**What you have to do:**
Repeat word for word the lines from the top of the records through the line containing "c.lineJoin = 'round';", and skip the pictures.

**Saved data entries:**
== Segment start ==

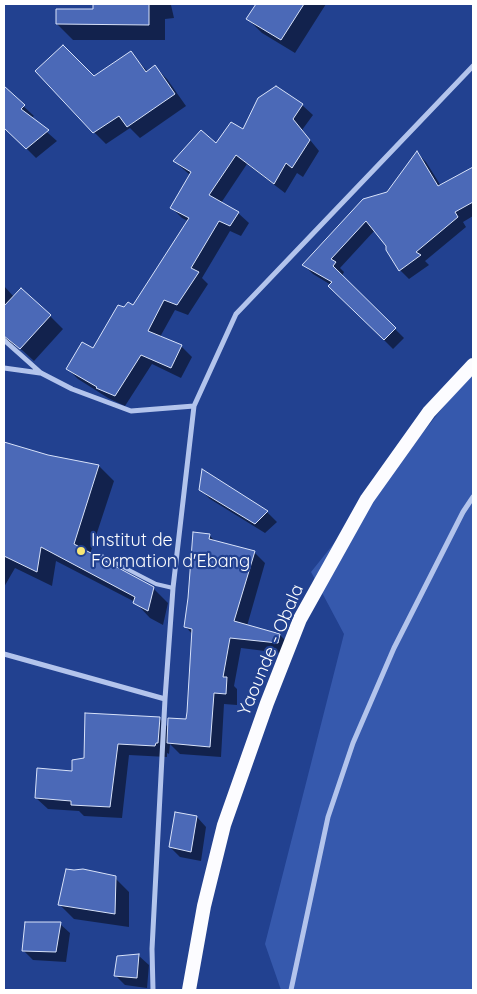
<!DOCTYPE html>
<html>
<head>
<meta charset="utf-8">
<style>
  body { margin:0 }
  #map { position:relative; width:477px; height:994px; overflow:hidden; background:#224190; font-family:Quicksand,sans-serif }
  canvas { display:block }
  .frame { position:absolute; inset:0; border:5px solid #fff; pointer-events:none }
</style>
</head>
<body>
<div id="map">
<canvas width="477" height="994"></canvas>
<div class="frame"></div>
</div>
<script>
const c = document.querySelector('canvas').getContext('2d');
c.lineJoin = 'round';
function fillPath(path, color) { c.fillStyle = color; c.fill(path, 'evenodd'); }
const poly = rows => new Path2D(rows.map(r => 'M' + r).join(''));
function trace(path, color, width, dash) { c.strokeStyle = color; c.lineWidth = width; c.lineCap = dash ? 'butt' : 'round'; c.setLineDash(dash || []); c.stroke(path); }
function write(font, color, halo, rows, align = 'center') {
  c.font = font + ' Quicksand,sans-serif'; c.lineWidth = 4.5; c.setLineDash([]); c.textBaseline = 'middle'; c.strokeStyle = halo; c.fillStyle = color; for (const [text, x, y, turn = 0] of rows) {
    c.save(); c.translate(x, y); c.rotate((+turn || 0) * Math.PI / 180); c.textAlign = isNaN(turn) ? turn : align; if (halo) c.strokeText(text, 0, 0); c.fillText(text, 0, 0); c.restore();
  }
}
const green = poly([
  [473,370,473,990,281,990,265,944,344,634,311,572]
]);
const shadow = poly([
  [94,4,181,4,171,5,174,18,165,19,165,40,73,40,57,24,94,10],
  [257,4,326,4,295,53,262,33,248,19],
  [131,53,148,72,155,67,167,79,186,106,140,138,130,128,106,144,94,132,94,78],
  [4,88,34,116,31,118,57,141,36,158,4,126],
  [302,105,313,115,302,130,319,151,303,177,297,173,285,193,247,164,221,203,238,213,249,223,241,236,230,231,202,278,208,284,188,315,175,310,160,337,181,346,192,357,181,378,152,364,125,406,108,398,78,379,68,369,93,350,124,309,134,306,188,221,182,218,172,208,190,175,174,161,216,145],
  [417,153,426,162,441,186,473,168,473,216,463,222,466,227,425,261,429,265,409,279,400,270,387,246,375,230,340,268,344,272,342,276,404,338,393,349,330,286,331,285,313,274,304,265,388,193],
  [4,286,14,297,50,316,63,329,34,361,22,350,4,339],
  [4,443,48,456,99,466,114,481,90,554,153,588,168,603,163,625,150,618,135,602,56,561,52,586,15,568,4,587],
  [203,471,267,512,277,522,265,533,210,499,200,489],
  [209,535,216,542,254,552,265,563,247,626,280,635,291,646,289,654,241,648,234,686,237,689,237,705,224,704,221,757,180,754,170,744,169,754,167,753,167,757,129,755,122,818,84,816,79,811,48,809,36,798,73,773,85,759,159,718,169,728,187,720,193,635,185,626],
  [197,817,206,827,201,861,180,857,170,847],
  [115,878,129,892,129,927,74,919,60,905],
  [60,924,70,933,66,962,33,960,23,950],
  [139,956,149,965,147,988,125,985,116,976,118,958]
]);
const building = poly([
  [93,4,149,4,149,25,56,24,56,9,93,9,93,4],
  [256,4,304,4,281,40,246,19,256,4],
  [63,45,94,76,131,51,146,72,155,65,175,94,127,127,119,116,93,133,35,71,63,45],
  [4,86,25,105,21,109,49,130,26,149,4,128,4,86],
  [276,86,303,104,293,119,310,140,292,168,286,163,274,184,236,155,209,195,239,212,230,226,219,221,191,268,199,272,177,305,164,300,148,331,182,345,171,368,141,355,115,396,96,388,97,387,66,369,82,342,93,348,118,305,124,307,128,302,133,305,189,218,170,208,191,172,173,161,201,130,216,143,231,122,243,129,258,98,276,86],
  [417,151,438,186,473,167,473,202,455,212,458,217,416,252,421,255,399,271,386,250,386,246,366,221,331,259,336,262,333,266,396,328,384,340,328,286,332,282,302,265,363,199,387,192,417,151],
  [21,288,51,315,20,349,4,336,4,306,21,288],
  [4,442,48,455,99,465,74,544,154,587,148,611,133,603,135,597,41,547,37,572,4,556,4,442],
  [202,469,268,511,255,524,199,490,202,469],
  [193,532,210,534,209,539,255,551,234,621,280,634,278,643,230,638,223,677,227,677,226,694,214,693,210,747,167,743,168,718,186,719,187,712,192,629,184,627,188,598,193,532],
  [85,713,160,717,158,743,156,743,155,746,118,744,110,807,71,805,71,801,35,798,37,768,72,771,72,760,84,758,85,713],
  [175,812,197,816,191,852,169,847,175,812],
  [66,869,74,870,83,869,116,876,115,914,58,905,66,869],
  [25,922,61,922,56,952,22,951,25,922],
  [139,954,137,978,114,976,117,956,139,954]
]);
const service = poly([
  [98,554,156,584,173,588]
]);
const minor = poly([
  [4,340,41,373,72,389,131,411,194,406],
  [4,368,40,373],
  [4,654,165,699],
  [153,990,152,949,165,699,173,588,194,406,236,314,473,66],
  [291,990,328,817,353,743,394,648,463,512,473,497]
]);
const trunk = poly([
  [189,990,204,906,224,825,267,703,300,619,367,499,429,412,473,365]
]);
const markers = [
  [81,551,5,"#f8e775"]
];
const poiNames = [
  ["Institut de",91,541],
  ["Formation d'Ebang",91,562]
];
const streetNames = [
  ["Yaounde - Obala",271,650,-67]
];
fillPath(green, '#3659ad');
fillPath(shadow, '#0007');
fillPath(building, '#4b69b7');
trace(building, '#d8e2f9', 1);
trace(service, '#b3c4ec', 4);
trace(minor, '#b3c4ec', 5);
trace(trunk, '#fcfcff', 14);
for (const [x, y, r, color] of markers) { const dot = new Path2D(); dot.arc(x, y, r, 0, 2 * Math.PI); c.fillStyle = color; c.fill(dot); trace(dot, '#224190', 2); }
write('18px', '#fff', '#224190', poiNames, 'left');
write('18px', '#fff', '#224190', streetNames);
</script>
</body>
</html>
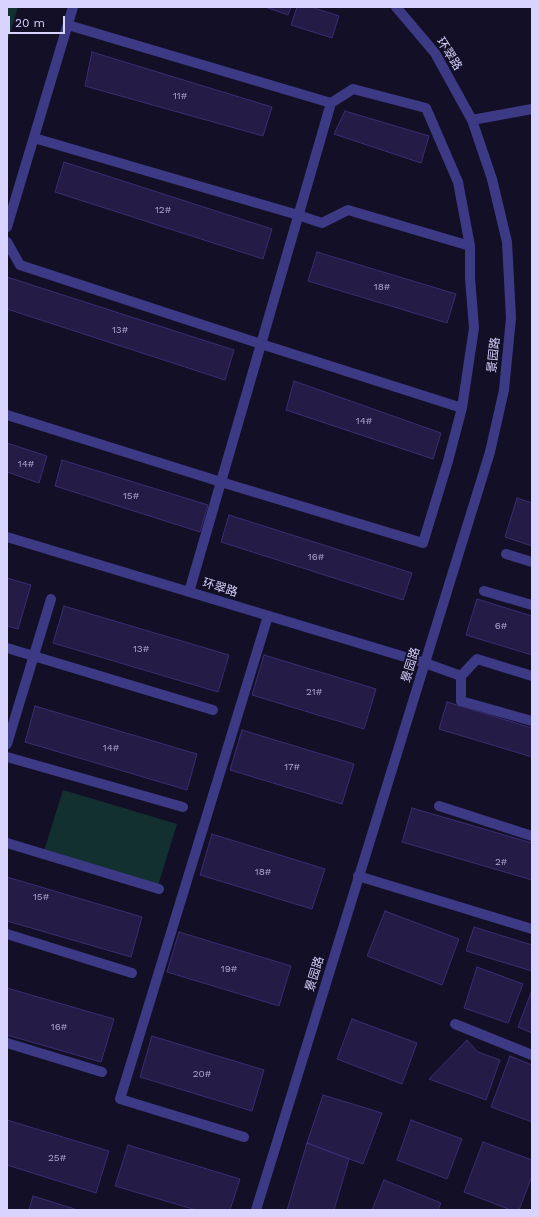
<!DOCTYPE html>
<meta charset="utf-8">
<style>
body{margin:0}
#map{position:relative;width:539px;height:1217px;overflow:hidden;background:#130f26;font-family:"Work Sans",sans-serif}
canvas{display:block}
.frame{position:absolute;inset:0;border:8px solid #d9d4ff;pointer-events:none}
.scale{position:absolute;left:8px;top:16px;width:57px;height:18px;box-sizing:border-box;border:2px solid #d9d4ff;border-top:0;padding-left:5px;font-size:12px;line-height:14px;white-space:nowrap;color:#d9d4ff;-webkit-text-stroke:3px #130f26;paint-order:stroke}
</style>
<div id="map">
<canvas width="539" height="1217"></canvas>
<div class="frame"></div>
<div class="scale">20 m</div>
</div>
<script>
const ctx = document.querySelector('canvas').getContext('2d');
ctx.lineJoin = 'round';
function fill(path, color) {
  ctx.fillStyle = color;
  ctx.fill(path, 'evenodd');
}
function toPath(rows) {
  const path = new Path2D();
  for (const r of rows) {
    path.moveTo(r[0], r[1]);
    for (let i = 2; i < r.length; i += 2) path.lineTo(r[i], r[i + 1]);
  }
  return path;
}
function stroke(path, color, width, dash) {
  ctx.strokeStyle = color;
  ctx.lineWidth = width;
  ctx.lineCap = dash ? 'butt' : 'round';
  ctx.setLineDash(dash || []);
  ctx.stroke(path);
}
function write(font, color, halo, rows, align = 'center') {
  ctx.font = font + ' "Work Sans","Noto Sans SC",sans-serif';
  ctx.lineWidth = 4;
  ctx.setLineDash([]);
  ctx.textBaseline = 'middle';
  ctx.strokeStyle = halo;
  ctx.fillStyle = color;
  for (const [text, x, y, turn = 0] of rows) {
    ctx.save();
    ctx.translate(x, y);
    ctx.rotate((+turn || 0) * Math.PI / 180);
    ctx.textAlign = isNaN(turn) ? turn : align;
    if (halo) ctx.strokeText(text, 0, 0);
    ctx.fillText(text, 0, 0);
    ctx.restore();
  }
}
fill(toPath([
 [7,7,18,7,7,44],
 [63,790,177,824,158,886,44,851]
]), '#12302f');
const building = toPath([
 [265,7,291,7,288,15,265,7],
 [297,7,311,7,339,16,332,38,291,25,297,7],
 [92,52,272,107,263,136,85,86,92,52],
 [345,111,429,136,421,163,334,134,345,111],
 [64,162,272,229,263,259,55,192,64,162],
 [317,252,456,294,447,323,308,281,317,252],
 [7,277,234,350,225,380,7,309,7,277],
 [294,381,441,433,433,459,286,410,294,381],
 [7,443,47,456,39,483,7,472,7,443],
 [62,460,208,505,200,532,55,486,62,460],
 [517,498,532,503,532,546,505,537,517,498],
 [229,515,412,573,403,600,221,542,229,515],
 [7,578,31,585,18,629,7,626,7,578],
 [477,599,532,616,532,655,466,635,477,599],
 [64,606,229,655,218,692,53,643,64,606],
 [264,655,376,689,364,729,252,695,264,655],
 [447,702,532,728,532,757,439,729,447,702],
 [35,706,197,754,187,790,25,742,35,706],
 [242,730,354,764,342,804,230,770,242,730],
 [412,808,532,843,532,880,402,842,412,808],
 [212,834,325,869,312,909,200,875,212,834],
 [7,877,142,917,131,957,7,921,7,877],
 [385,911,459,939,442,985,367,956,385,911],
 [474,927,532,945,532,971,466,951,474,927],
 [179,932,291,966,279,1006,167,972,179,932],
 [477,967,523,984,508,1023,464,1008,477,967],
 [7,988,114,1019,101,1062,7,1035,7,988],
 [532,990,532,1033,518,1027,532,990],
 [352,1019,417,1043,402,1084,337,1059,352,1019],
 [152,1036,264,1070,252,1111,140,1077,152,1036],
 [467,1040,478,1052,500,1060,486,1100,429,1079,467,1040],
 [510,1056,532,1065,532,1122,491,1107,510,1056],
 [323,1095,382,1113,363,1164,307,1143,323,1095],
 [7,1120,109,1151,96,1193,7,1165,7,1120],
 [411,1120,462,1139,447,1179,397,1160,411,1120],
 [483,1142,532,1160,532,1176,519,1210,511,1210,464,1192,483,1142],
 [307,1143,349,1159,334,1210,287,1210,307,1143],
 [128,1145,240,1179,230,1210,196,1210,115,1186,128,1145],
 [384,1180,441,1203,438,1210,372,1210,384,1180],
 [33,1196,78,1210,29,1210,33,1196]
]);
fill(building, '#241b47');
stroke(building, '#3b2d73', 1);
stroke(toPath([
 [7,20,7,23]
]), '#2fb8b0', 2.5, [2, 3]);
stroke(toPath([
 [68,25,331,103,189,592],
 [472,120,532,109],
 [34,138,298,215,322,223,348,210,470,246],
 [7,227,73,7],
 [7,242,20,265,261,344,462,408],
 [7,415,221,482,423,543,448,461,462,408,474,328,470,278,470,246,458,182,426,108,353,89,331,103],
 [7,537,425,663,461,676,461,701,532,721],
 [506,554,532,562],
 [484,591,532,605],
 [7,648,213,710],
 [461,676,477,659,532,676],
 [7,744,51,599],
 [7,757,183,807],
 [439,806,532,836],
 [7,843,159,889],
 [358,876,532,929],
 [7,934,132,973],
 [455,1024,532,1055],
 [7,1043,102,1072],
 [244,1137,120,1099,268,616],
 [256,1210,490,452,504,390,511,318,507,242,492,179,472,120,435,53,396,7]
]), '#3d3a85', 10);
write('10px', '#aca6d1', null, [
 ["11#",180,96],
 ["12#",163,210],
 ["18#",382,287],
 ["13#",120,330],
 ["14#",364,421],
 ["14#",26,464],
 ["15#",131,496],
 ["16#",316,557],
 ["6#",501,626],
 ["13#",141,649],
 ["21#",314,692],
 ["14#",111,748],
 ["17#",292,767],
 ["2#",501,862],
 ["18#",263,872],
 ["15#",41,897],
 ["19#",229,969],
 ["16#",59,1027],
 ["20#",202,1074],
 ["25#",57,1158]
]);
write('12px', '#d9d4ff', '#130f26', [
 ["环翠路",449,54,57],
 ["景园路",494,355,-84],
 ["环翠路",220,588,17],
 ["景园路",411,665,-73],
 ["景园路",315,974,-73]
]);
</script>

== Segment end ==

**Output of the exercise:**
<!DOCTYPE html>
<html>
<head>
<meta charset="utf-8">
<style>
  body { margin:0 }
  #map { position:relative; width:477px; height:994px; overflow:hidden; background:#224190; font-family:Quicksand,sans-serif }
  canvas { display:block }
  .frame { position:absolute; inset:0; border:5px solid #fff; pointer-events:none }
</style>
</head>
<body>
<div id="map">
<canvas width="477" height="994"></canvas>
<div class="frame"></div>
</div>
<script>
const c = document.querySelector('canvas').getContext('2d');
c.lineJoin = 'round';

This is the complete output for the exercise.